Your assignment:
Whenever the word "justify" turns up in a line of the data below, copy that line.

___ Dataset ___

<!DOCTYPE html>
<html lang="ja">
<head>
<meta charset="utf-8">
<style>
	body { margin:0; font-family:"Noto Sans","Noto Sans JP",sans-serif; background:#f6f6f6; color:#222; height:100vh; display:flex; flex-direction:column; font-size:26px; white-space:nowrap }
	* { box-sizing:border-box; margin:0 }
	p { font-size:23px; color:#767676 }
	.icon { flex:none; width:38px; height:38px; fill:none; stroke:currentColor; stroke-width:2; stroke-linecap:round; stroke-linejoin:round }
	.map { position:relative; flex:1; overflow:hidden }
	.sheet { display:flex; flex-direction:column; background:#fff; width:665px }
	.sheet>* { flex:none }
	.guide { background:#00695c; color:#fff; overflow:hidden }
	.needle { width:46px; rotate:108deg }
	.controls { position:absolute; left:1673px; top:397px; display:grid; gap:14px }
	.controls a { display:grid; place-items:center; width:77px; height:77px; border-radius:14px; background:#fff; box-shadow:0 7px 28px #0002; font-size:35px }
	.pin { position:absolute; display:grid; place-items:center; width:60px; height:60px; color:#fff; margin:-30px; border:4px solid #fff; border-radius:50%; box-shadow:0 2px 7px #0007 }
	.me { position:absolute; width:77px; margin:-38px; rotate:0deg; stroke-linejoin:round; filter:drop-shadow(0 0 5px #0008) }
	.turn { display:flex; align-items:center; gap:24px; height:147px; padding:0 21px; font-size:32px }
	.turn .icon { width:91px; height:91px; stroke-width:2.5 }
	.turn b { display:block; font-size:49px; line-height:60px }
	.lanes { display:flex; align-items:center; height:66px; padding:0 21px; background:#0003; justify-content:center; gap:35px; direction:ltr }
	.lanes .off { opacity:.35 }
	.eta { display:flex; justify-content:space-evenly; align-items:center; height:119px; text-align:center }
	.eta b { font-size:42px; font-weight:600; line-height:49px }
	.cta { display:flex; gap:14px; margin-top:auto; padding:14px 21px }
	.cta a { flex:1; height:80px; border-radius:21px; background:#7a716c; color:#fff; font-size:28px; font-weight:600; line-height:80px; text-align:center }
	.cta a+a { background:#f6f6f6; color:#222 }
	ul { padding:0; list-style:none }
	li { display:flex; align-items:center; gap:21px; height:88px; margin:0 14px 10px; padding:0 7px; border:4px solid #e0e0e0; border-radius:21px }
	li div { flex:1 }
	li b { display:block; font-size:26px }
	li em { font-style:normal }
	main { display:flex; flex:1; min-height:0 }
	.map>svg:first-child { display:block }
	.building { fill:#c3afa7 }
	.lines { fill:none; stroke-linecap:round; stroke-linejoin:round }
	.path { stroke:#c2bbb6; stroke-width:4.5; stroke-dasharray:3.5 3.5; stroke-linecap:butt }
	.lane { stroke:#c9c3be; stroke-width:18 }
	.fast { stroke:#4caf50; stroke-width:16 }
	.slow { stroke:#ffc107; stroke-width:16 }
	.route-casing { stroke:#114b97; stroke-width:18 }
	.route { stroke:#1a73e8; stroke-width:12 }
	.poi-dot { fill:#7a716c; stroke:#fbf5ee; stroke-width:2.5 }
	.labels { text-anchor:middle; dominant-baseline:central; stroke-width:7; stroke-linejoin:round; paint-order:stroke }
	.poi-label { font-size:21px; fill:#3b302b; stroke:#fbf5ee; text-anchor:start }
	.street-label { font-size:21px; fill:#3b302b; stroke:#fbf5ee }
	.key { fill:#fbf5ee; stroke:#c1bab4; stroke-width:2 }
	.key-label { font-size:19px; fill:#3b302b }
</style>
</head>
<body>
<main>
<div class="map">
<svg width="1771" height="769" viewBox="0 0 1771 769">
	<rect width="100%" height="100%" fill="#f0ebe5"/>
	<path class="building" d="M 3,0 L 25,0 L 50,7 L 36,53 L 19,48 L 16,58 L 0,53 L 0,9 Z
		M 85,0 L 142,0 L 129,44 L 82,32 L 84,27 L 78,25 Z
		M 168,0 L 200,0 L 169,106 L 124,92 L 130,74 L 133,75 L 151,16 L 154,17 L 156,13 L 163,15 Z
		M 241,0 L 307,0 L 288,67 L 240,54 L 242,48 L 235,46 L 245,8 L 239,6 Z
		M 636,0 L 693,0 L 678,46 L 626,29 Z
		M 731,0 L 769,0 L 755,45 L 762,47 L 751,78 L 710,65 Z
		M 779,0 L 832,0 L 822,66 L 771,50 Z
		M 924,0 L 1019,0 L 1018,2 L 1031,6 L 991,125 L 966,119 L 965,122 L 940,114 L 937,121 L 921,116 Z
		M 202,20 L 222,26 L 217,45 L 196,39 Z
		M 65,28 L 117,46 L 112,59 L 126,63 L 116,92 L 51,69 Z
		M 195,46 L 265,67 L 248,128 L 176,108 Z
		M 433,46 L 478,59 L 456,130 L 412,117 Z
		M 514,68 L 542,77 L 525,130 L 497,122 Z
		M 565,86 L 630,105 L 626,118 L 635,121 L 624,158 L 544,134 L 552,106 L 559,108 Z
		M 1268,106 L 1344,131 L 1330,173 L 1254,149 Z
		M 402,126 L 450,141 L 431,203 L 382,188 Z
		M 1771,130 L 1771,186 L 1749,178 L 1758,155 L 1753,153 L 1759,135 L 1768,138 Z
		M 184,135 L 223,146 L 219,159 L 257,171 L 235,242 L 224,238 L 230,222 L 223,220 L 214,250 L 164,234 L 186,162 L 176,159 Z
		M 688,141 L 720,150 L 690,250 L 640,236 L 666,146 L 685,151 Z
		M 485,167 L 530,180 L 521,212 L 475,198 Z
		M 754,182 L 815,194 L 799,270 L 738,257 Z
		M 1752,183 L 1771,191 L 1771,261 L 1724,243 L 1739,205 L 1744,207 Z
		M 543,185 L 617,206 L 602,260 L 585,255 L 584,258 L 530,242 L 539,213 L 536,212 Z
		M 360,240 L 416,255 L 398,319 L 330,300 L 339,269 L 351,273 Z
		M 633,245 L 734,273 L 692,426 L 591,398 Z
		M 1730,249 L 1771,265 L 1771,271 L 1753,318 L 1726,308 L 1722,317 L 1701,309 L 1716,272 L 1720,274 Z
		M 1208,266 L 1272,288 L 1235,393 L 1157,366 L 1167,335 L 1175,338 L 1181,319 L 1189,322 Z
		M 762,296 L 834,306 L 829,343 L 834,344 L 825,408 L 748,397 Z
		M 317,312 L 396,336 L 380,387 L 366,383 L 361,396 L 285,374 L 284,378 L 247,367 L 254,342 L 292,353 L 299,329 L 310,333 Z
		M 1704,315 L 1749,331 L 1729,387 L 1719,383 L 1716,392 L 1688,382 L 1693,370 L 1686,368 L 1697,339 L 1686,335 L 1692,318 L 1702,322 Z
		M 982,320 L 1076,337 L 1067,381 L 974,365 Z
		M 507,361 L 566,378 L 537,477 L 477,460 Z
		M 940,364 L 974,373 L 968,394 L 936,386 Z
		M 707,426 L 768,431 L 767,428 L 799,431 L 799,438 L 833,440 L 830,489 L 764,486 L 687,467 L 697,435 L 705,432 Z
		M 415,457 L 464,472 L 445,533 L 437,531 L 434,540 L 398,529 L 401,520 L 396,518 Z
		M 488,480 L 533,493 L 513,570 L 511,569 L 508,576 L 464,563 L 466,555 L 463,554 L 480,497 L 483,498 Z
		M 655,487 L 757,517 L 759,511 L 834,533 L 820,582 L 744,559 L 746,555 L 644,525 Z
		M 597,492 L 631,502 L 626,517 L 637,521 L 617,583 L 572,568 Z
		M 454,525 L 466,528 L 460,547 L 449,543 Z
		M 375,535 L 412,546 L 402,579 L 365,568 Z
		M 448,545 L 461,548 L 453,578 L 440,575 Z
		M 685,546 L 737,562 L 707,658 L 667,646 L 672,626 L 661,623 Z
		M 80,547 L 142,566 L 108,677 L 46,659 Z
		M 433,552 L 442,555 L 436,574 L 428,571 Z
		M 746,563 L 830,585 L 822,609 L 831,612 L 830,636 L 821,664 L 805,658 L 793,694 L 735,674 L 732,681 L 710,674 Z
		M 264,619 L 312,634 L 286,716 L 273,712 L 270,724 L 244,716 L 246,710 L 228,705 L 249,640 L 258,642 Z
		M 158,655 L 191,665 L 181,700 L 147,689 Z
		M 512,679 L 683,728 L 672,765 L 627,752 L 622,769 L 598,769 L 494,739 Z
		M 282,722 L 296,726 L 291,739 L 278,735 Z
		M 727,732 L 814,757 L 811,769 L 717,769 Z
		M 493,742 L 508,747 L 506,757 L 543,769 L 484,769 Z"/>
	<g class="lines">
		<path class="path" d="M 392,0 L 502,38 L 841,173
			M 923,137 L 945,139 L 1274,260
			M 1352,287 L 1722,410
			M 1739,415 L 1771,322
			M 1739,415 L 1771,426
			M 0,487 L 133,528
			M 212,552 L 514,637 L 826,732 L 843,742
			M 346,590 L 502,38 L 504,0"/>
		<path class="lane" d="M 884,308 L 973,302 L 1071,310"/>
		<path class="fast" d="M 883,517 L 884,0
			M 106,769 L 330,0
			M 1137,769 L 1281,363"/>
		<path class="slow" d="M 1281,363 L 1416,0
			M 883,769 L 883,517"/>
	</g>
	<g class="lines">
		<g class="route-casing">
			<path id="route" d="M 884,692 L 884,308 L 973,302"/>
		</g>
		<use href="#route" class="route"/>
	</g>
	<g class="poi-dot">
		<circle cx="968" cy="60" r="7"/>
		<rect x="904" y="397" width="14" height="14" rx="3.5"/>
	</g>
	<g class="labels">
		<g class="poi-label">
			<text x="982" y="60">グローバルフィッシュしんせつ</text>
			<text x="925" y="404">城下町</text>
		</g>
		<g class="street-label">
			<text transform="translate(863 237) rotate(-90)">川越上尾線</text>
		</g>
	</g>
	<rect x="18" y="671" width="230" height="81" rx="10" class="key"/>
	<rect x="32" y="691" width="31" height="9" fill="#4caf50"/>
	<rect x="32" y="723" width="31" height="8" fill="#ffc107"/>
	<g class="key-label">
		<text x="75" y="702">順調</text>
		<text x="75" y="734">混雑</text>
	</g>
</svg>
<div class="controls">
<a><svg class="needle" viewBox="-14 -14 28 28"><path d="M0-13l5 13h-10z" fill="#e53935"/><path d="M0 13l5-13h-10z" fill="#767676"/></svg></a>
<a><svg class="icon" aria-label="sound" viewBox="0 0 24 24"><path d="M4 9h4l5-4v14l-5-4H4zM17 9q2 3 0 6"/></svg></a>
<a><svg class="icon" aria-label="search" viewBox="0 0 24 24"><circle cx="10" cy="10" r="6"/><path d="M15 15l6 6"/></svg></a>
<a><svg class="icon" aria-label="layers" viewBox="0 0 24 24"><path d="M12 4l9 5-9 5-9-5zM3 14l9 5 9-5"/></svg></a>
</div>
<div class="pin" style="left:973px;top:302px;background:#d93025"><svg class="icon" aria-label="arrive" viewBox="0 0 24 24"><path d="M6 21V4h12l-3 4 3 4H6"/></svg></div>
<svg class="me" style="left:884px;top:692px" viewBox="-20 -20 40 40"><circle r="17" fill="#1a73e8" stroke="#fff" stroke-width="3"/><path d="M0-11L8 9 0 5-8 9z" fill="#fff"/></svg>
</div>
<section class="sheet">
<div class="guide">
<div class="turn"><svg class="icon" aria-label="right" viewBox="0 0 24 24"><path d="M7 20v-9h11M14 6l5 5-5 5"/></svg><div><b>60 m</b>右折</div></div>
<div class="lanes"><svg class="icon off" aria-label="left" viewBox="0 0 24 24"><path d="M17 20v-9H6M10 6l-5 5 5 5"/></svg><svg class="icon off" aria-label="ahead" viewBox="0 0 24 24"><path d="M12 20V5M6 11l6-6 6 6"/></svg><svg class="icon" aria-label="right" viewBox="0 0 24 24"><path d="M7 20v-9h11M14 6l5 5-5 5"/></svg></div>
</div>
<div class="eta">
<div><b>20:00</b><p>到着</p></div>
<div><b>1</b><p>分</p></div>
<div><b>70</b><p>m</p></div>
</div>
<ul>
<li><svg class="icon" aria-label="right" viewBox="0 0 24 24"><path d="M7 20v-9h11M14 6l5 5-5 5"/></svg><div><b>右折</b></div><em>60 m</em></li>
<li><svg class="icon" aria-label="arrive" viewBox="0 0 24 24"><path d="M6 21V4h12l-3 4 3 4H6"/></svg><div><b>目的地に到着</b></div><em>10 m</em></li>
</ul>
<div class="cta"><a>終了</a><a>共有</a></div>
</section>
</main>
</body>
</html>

___

Problem solution:
	.lanes { display:flex; align-items:center; height:66px; padding:0 21px; background:#0003; justify-content:center; gap:35px; direction:ltr }
	.eta { display:flex; justify-content:space-evenly; align-items:center; height:119px; text-align:center }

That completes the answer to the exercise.